Restate all of the following data exactly, keeping any images out of the copy.
####
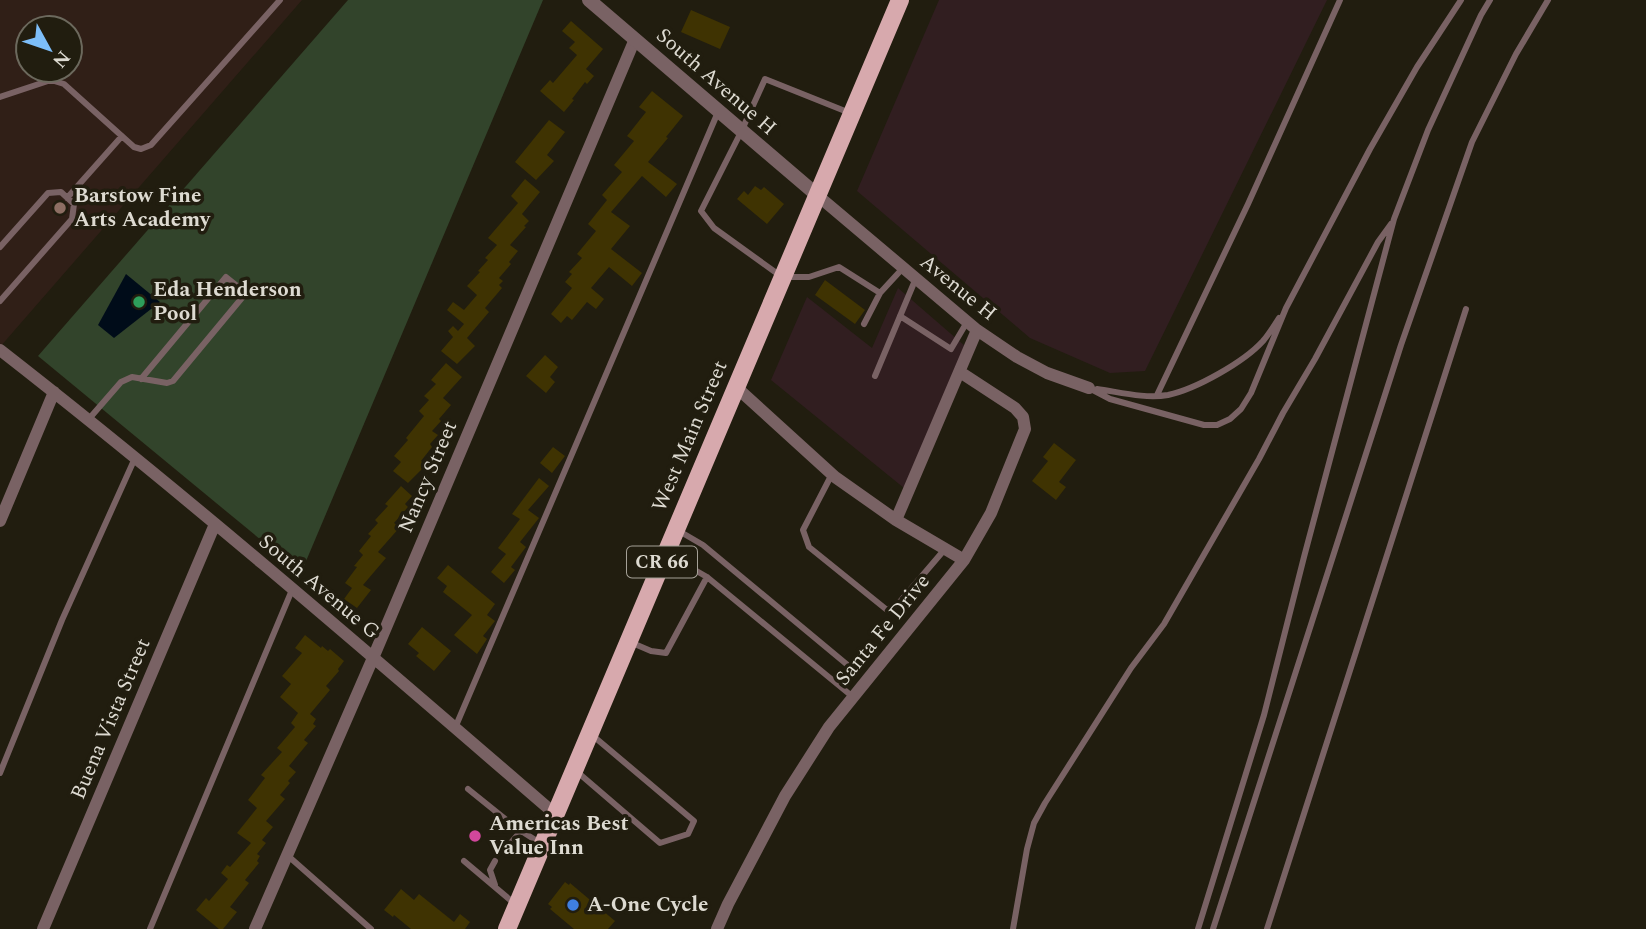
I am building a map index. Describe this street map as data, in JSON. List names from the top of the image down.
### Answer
{
  "streets": {
    "main road": ["West Main Street", "CR 66"],
    "street": [
      "South Avenue H",
      "Avenue H",
      "Nancy Street",
      "South Avenue G",
      "Santa Fe Drive",
      "Buena Vista Street"
    ]
  },
  "crossings": [
    ["South Avenue H", "Avenue H"],
    ["South Avenue H", "West Main Street"],
    ["South Avenue H", "Nancy Street"],
    ["Avenue H", "West Main Street"],
    ["West Main Street", "South Avenue G"],
    ["Nancy Street", "South Avenue G"],
    ["South Avenue G", "Buena Vista Street"]
  ],
  "places": [
    "Barstow Fine Arts Academy",
    "Eda Henderson Pool",
    "Americas Best Value Inn",
    "A-One Cycle"
  ],
  "north": "bottom right"
}
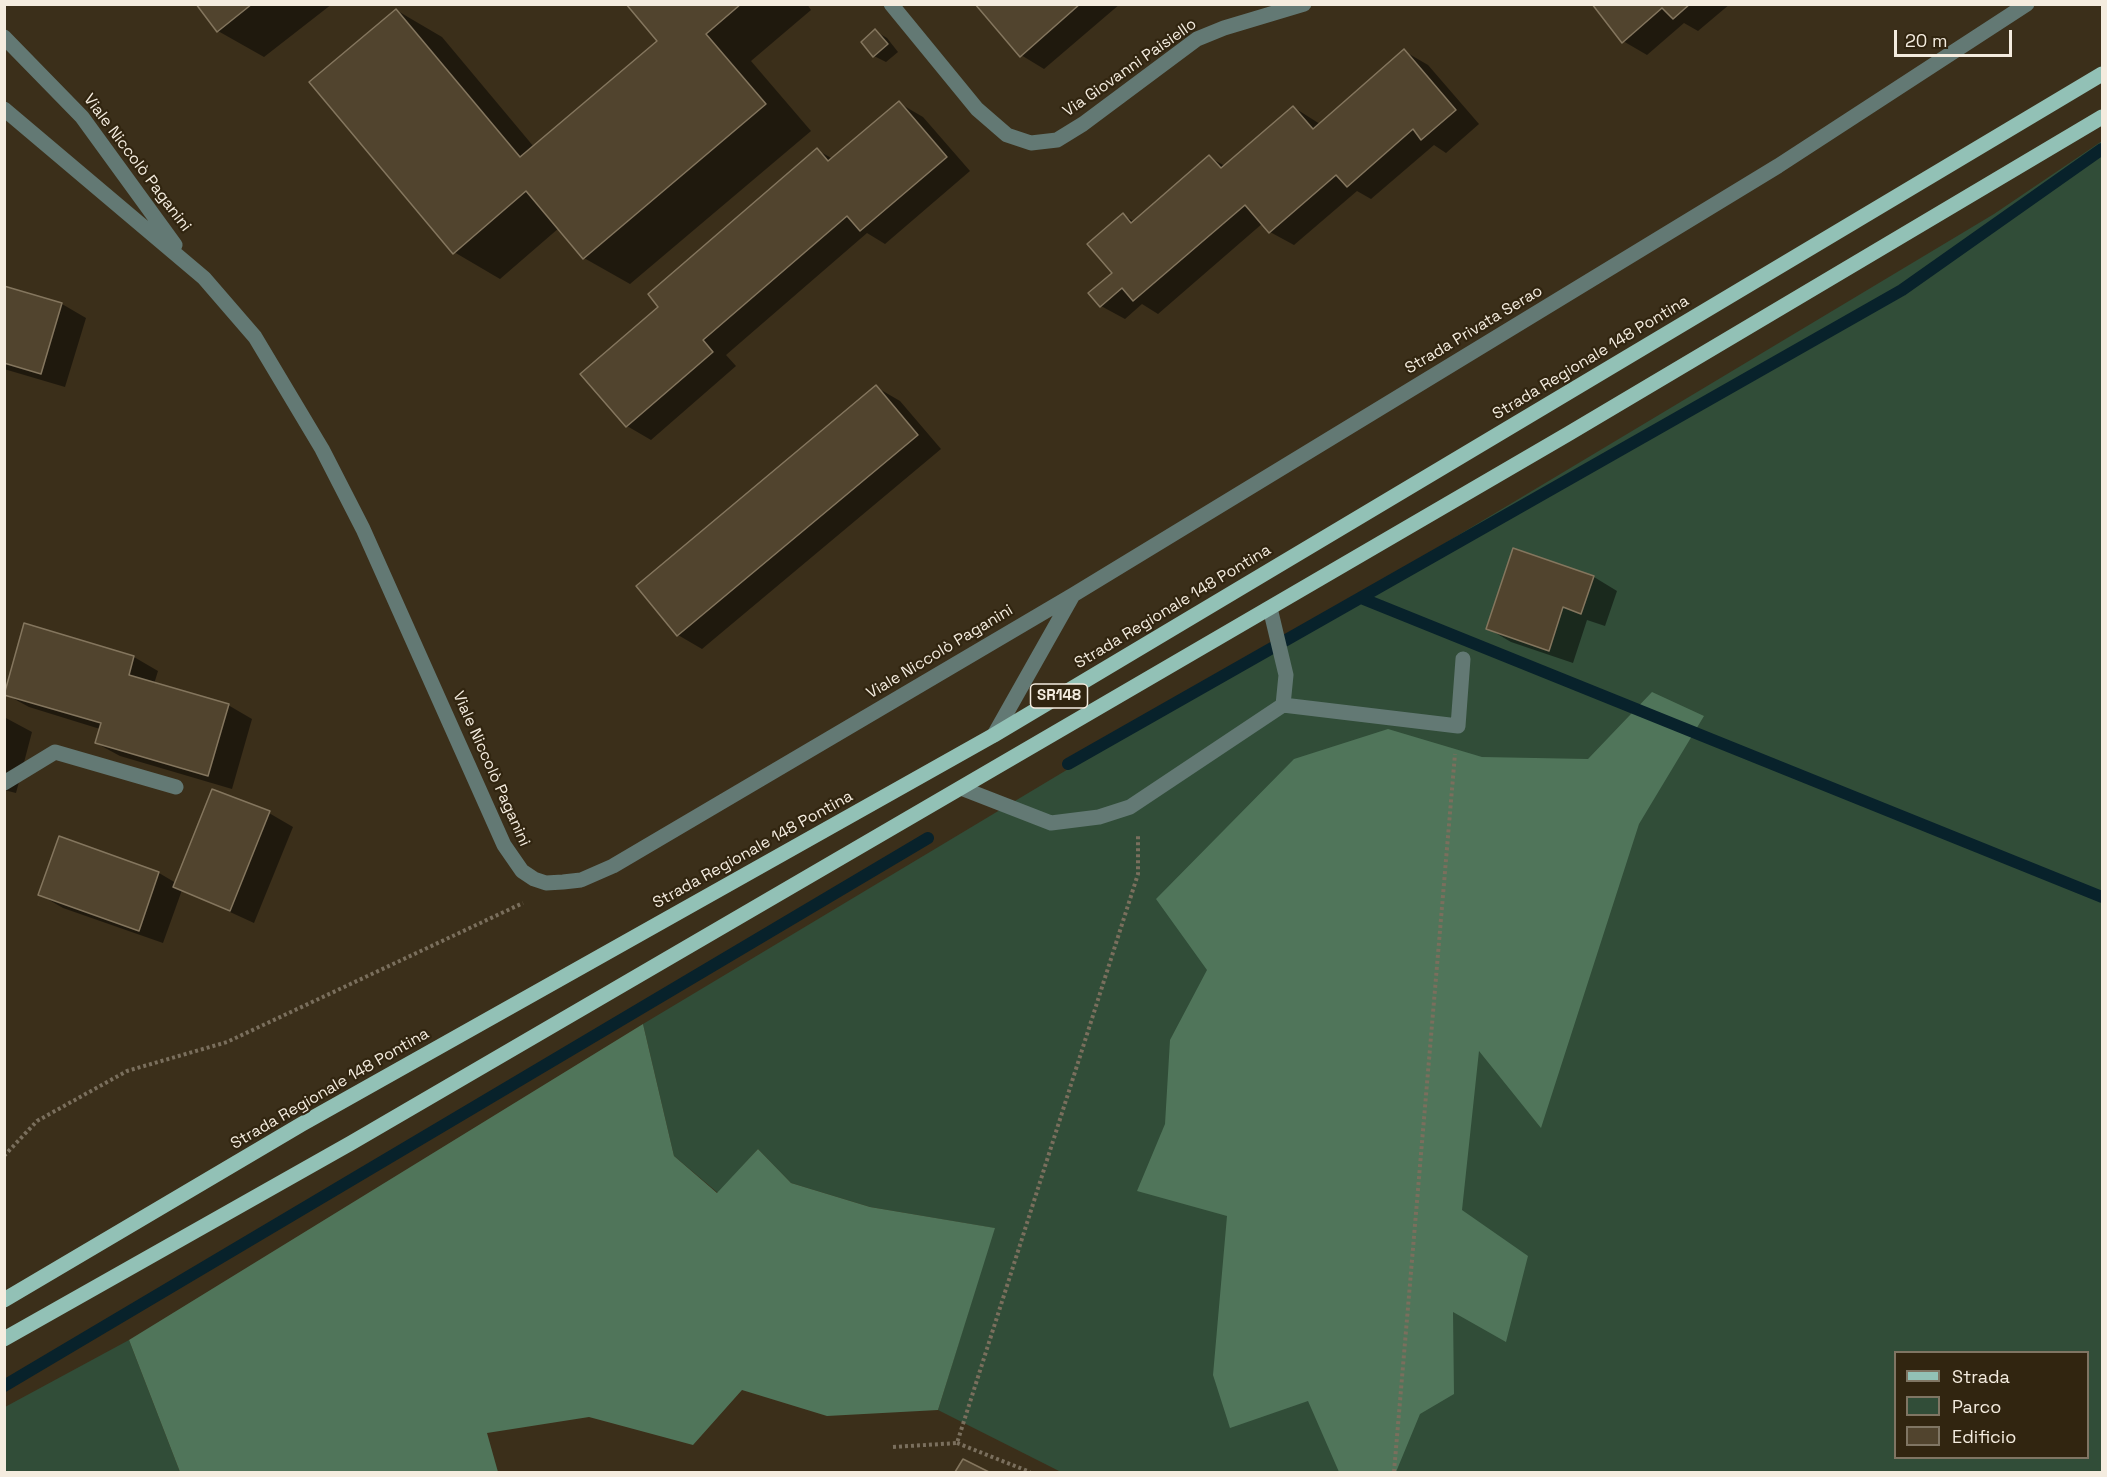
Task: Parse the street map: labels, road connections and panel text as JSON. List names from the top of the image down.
{
  "streets": {
    "main road": ["Strada Regionale 148 Pontina", "SR148"],
    "street": ["Via Giovanni Paisiello", "Viale Niccolò Paganini", "Strada Privata Serao"]
  },
  "crossings": [
    ["Viale Niccolò Paganini", "Strada Privata Serao"],
    ["Strada Privata Serao", "Strada Regionale 148 Pontina"]
  ],
  "legend": ["Strada", "Parco", "Edificio"],
  "scale_bar": "20 m"
}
####
▶ **Result**:
I am building a map index. Describe this street map as data, in JSON. List names from the top of the image down.
### Answer
{
  "streets": {
    "main road": ["West Main Street", "CR 66"],
    "street": [
      "South Avenue H",
      "Avenue H",
      "Nancy Street",
      "South Avenue G",
      "Santa Fe Drive",
      "Buena Vista Street"
    ]
  },
  "crossings": [
    ["South Avenue H", "Avenue H"],
    ["South Avenue H", "West Main Street"],
    ["South Avenue H", "Nancy Street"],
    ["Avenue H", "West Main Street"],
    ["West Main Street", "South Avenue G"],
    ["Nancy Street", "South Avenue G"],
    ["South Avenue G", "Buena Vista Street"]
  ],
  "places": [
    "Barstow Fine Arts Academy",
    "Eda Henderson Pool",
    "Americas Best Value Inn",
    "A-One Cycle"
  ],
  "north": "bottom right"
}
Task: Parse the street map: labels, road connections and panel text as JSON. List names from the top of the image down.
{
  "streets": {
    "main road": ["Strada Regionale 148 Pontina", "SR148"],
    "street": ["Via Giovanni Paisiello", "Viale Niccolò Paganini", "Strada Privata Serao"]
  },
  "crossings": [
    ["Viale Niccolò Paganini", "Strada Privata Serao"],
    ["Strada Privata Serao", "Strada Regionale 148 Pontina"]
  ],
  "legend": ["Strada", "Parco", "Edificio"],
  "scale_bar": "20 m"
}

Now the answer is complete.